→ What you have to do:
Reproduce exactly, and solely, the lines running from the top of the data below through the line with "position:relative; width:2169px; height:724px;", both inclusive. Omit pictures.

→ Exercise input:

####################

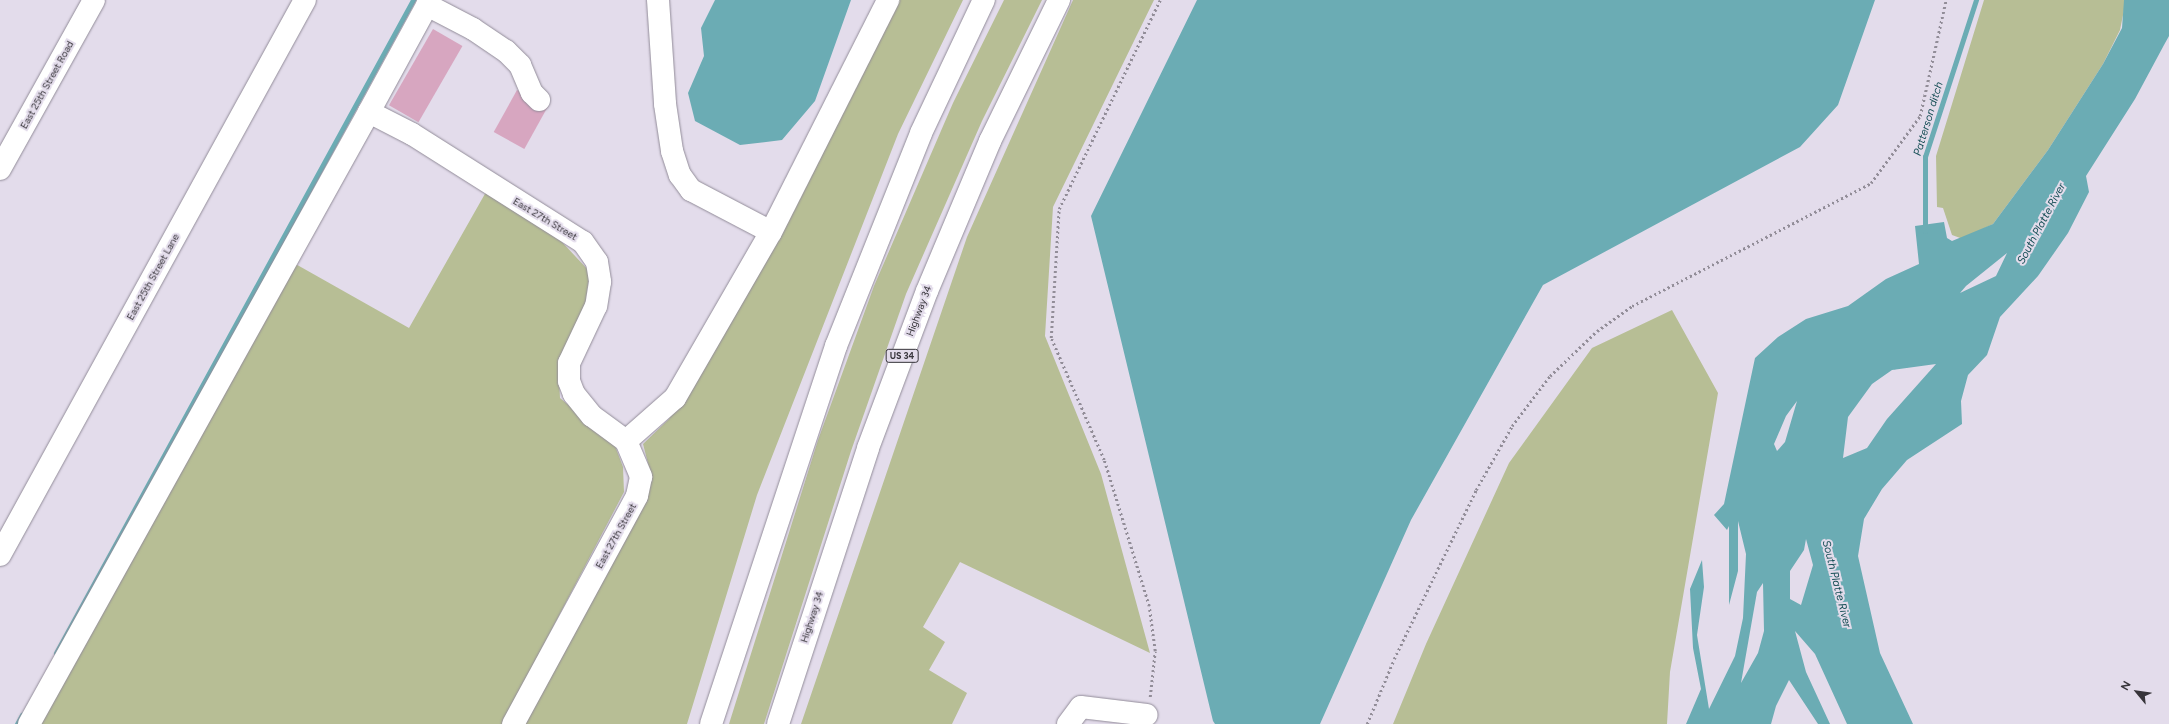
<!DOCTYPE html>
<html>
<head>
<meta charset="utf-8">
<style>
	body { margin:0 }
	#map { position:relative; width:2169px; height:724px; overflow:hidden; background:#e3dceb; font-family:Figtree,sans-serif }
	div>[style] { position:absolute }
	.green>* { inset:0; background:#b7be95 }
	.water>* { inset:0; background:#6bacb4 }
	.stream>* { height:4.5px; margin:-2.25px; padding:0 2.25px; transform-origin:2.25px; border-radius:2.25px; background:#6bacb4 }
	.building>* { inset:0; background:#d7a6c0; transform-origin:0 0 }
	.path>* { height:2.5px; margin-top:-1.25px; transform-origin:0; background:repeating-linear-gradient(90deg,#928d98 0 2px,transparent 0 5px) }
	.roads { filter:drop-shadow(0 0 1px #928c99) drop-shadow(0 0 1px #928c99) }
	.minor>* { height:22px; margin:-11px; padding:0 11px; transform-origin:11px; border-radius:11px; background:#fff }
	.highway>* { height:22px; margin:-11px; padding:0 11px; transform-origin:11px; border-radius:11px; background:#fff }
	span { translate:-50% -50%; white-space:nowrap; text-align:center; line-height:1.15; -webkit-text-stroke:4px #e3dceb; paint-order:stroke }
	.shield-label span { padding:1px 3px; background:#e3dceb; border:1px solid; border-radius:3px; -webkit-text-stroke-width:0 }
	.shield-label { font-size:9px; color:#37343a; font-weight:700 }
	.street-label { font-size:10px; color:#37343a }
	.water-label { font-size:11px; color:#154e55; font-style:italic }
	.north { position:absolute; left:2117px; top:672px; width:40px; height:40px; -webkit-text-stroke:3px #e3dceb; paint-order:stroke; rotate:299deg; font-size:11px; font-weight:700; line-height:16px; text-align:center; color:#37343a }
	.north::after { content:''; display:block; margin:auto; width:14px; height:18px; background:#37343a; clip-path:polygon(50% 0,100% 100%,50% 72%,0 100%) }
</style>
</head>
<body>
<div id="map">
	<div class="green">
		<i style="clip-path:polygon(899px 0,963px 0,898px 134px,757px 495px,687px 724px,518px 724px,651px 475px,643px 444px,669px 419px)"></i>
		<i style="clip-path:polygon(1004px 0,1042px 0,982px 121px,906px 294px,851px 451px,764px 724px,729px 724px,818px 440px,874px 286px,953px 103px)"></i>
		<i style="clip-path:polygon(1073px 0,1154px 0,1053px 207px,1045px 336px,1101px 474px,1150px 653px,960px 562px,923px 627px,945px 642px,929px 670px,967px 693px,952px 724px,801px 724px,967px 237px)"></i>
		<i style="clip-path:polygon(1984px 0,2126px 0,2120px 30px,2103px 64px,2048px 150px,1993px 224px,1963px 239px,1952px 235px,1943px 208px,1937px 207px,1936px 156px)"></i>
		<i style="clip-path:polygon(486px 192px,561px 241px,590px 272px,584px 313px,558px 361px,560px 398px,614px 443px,623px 467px,624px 492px,502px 724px,41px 724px,292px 262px,409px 328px)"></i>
		<i style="clip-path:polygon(1672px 310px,1718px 393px,1670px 672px,1667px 724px,1393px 724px,1426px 644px,1509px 463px,1592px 348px)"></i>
	</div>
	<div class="water">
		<i style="clip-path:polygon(715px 0,851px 0,815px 101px,782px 140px,740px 145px,695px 121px,688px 93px,704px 56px,701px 28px)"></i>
		<i style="clip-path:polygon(1197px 0,1875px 0,1838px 105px,1800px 147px,1543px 285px,1411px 520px,1320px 724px,1215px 724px,1213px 721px,1091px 216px)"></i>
		<i style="clip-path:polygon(evenodd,2124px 0,2169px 0,2169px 36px,2164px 45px,2135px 99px,2086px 176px,2089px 192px,2068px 233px,2038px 276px,2000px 317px,1987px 355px,1968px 375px,1961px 401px,1962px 424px,1907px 460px,1882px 489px,1864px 519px,1858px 556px,1880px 653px,1913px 724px,1847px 724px,1815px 654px,1795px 631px,1806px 672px,1830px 724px,1818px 724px,1789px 680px,1776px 706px,1771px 724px,1686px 724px,1701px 689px,1693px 648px,1690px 589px,1702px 560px,1704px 587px,1697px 635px,1709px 709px,1735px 656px,1743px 618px,1746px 554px,1738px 521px,1738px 571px,1729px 605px,1729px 526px,1727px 530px,1714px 515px,1724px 504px,1755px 358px,1778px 337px,1806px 319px,1848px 306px,1886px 279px,1919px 264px,1915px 226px,1944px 222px,1947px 238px,1952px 241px,1993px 224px,2048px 150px,2103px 64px,2122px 28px,2124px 0,2007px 253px,1996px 276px,1960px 293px,1966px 286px,2007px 253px,2124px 0,1936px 364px,1887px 419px,1867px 448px,1843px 458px,1848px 417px,1872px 384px,1892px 370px,1936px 364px,2124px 0,1797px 401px,1785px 442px,1777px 451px,1774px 444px,1786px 416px,1797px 401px,2124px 0,1806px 539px,1813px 565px,1801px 605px,1790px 599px,1790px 571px,1804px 550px,1806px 539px,2124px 0,1763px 583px,1764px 631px,1758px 653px,1741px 683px,1757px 592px,1763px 583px)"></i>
	</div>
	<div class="stream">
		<i style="left:1925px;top:231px;width:74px;rotate:-90deg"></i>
		<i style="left:1925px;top:157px;width:165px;rotate:-72deg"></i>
		<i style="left:56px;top:653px;width:744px;rotate:-61.33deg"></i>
		<i style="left:17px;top:724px;width:10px;rotate:-61deg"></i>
	</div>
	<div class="building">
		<i style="left:433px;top:29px;width:34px;height:88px;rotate:30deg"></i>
		<i style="left:517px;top:90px;width:35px;height:48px;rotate:29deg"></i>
	</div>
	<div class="path">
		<i style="left:1150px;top:697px;width:46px;rotate:-83.8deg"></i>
		<i style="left:1155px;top:651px;width:45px;rotate:-97.6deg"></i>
		<i style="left:1149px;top:606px;width:153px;rotate:-107.1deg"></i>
		<i style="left:1104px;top:460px;width:133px;rotate:-113.5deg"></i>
		<i style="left:1051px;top:338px;width:129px;rotate:-86.5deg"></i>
		<i style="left:1059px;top:209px;width:232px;rotate:-64.2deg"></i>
		<i style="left:1367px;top:724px;width:70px;rotate:-67.4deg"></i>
		<i style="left:1394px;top:659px;width:188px;rotate:-64.1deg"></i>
		<i style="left:1476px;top:490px;width:73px;rotate:-60.6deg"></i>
		<i style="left:1512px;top:426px;width:63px;rotate:-52.8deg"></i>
		<i style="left:1550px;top:376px;width:65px;rotate:-43.8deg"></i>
		<i style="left:1597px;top:331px;width:43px;rotate:-35.5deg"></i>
		<i style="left:1632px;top:306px;width:269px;rotate:-27.2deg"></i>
		<i style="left:1871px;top:183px;width:83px;rotate:-53.8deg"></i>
		<i style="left:1920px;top:116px;width:119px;rotate:-77.4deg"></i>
	</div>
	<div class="roads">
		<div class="minor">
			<i style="left:430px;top:0;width:128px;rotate:118.6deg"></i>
			<i style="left:369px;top:112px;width:48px;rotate:27.1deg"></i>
			<i style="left:412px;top:134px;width:202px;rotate:32.3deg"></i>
			<i style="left:583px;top:242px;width:24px;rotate:55deg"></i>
			<i style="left:597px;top:262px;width:20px;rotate:81deg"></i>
			<i style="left:600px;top:282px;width:24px;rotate:99deg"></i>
			<i style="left:596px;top:306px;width:63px;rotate:115.3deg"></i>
			<i style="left:569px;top:363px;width:18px;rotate:90deg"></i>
			<i style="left:569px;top:381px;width:14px;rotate:69deg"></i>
			<i style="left:574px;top:394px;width:28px;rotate:51deg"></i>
			<i style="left:592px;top:416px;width:42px;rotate:36.3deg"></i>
			<i style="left:626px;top:441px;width:39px;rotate:67deg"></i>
			<i style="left:641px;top:477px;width:19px;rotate:102deg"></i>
			<i style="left:637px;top:496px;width:260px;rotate:118.5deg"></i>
			<i style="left:658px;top:0;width:104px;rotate:86.1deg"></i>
			<i style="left:665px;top:104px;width:48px;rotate:81.5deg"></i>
			<i style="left:672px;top:151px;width:25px;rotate:72deg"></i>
			<i style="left:680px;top:175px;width:19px;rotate:54deg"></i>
			<i style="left:691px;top:190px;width:90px;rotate:27.7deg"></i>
			<i style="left:427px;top:5px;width:52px;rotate:27.6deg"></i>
			<i style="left:473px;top:29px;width:40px;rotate:34deg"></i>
			<i style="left:506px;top:51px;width:20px;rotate:45deg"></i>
			<i style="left:520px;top:65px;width:30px;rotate:67deg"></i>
			<i style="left:532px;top:93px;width:10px;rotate:45deg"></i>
			<i style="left:0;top:169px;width:193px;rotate:-60.9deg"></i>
			<i style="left:626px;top:441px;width:65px;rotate:-41.3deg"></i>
			<i style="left:675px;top:398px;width:192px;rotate:-60deg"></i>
			<i style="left:771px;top:232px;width:260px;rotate:-63.2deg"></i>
			<i style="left:0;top:555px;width:633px;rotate:-61.21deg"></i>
			<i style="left:29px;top:724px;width:700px;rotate:-60.95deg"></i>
			<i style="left:1068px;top:724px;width:21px;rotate:-53deg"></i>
			<i style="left:1081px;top:707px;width:66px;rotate:6.9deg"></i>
		</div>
		<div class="highway">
			<i style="left:711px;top:724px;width:398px;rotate:-71.7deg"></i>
			<i style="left:836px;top:346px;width:229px;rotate:-68.2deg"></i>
			<i style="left:921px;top:133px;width:147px;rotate:-64.7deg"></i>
			<i style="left:778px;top:724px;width:290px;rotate:-71.9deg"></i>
			<i style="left:868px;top:448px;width:168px;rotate:-69.4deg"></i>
			<i style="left:927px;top:291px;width:163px;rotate:-67.2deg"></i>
			<i style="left:990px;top:141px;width:157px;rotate:-63.9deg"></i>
		</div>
	</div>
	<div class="shield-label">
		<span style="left:902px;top:356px">US 34</span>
	</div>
	<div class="street-label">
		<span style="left:47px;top:85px;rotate:-61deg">East 25th Street Road</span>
		<span style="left:545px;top:219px;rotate:31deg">East 27th Street</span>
		<span style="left:153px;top:277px;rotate:-61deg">East 25th Street Lane</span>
		<span style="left:919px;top:311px;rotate:-69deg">Highway 34</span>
		<span style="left:616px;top:536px;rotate:-61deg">East 27th Street</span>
		<span style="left:812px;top:617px;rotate:-72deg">Highway 34</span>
	</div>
	<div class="water-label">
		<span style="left:1929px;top:119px;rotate:-73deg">Patterson ditch</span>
		<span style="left:2042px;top:224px;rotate:-62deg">South Platte River</span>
		<span style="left:1836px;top:584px;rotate:76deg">South Platte River</span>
	</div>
	<div class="north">N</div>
</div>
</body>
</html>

####################

→ Written response:
<!DOCTYPE html>
<html>
<head>
<meta charset="utf-8">
<style>
	body { margin:0 }
	#map { position:relative; width:2169px; height:724px; overflow:hidden; background:#e3dceb; font-family:Figtree,sans-serif }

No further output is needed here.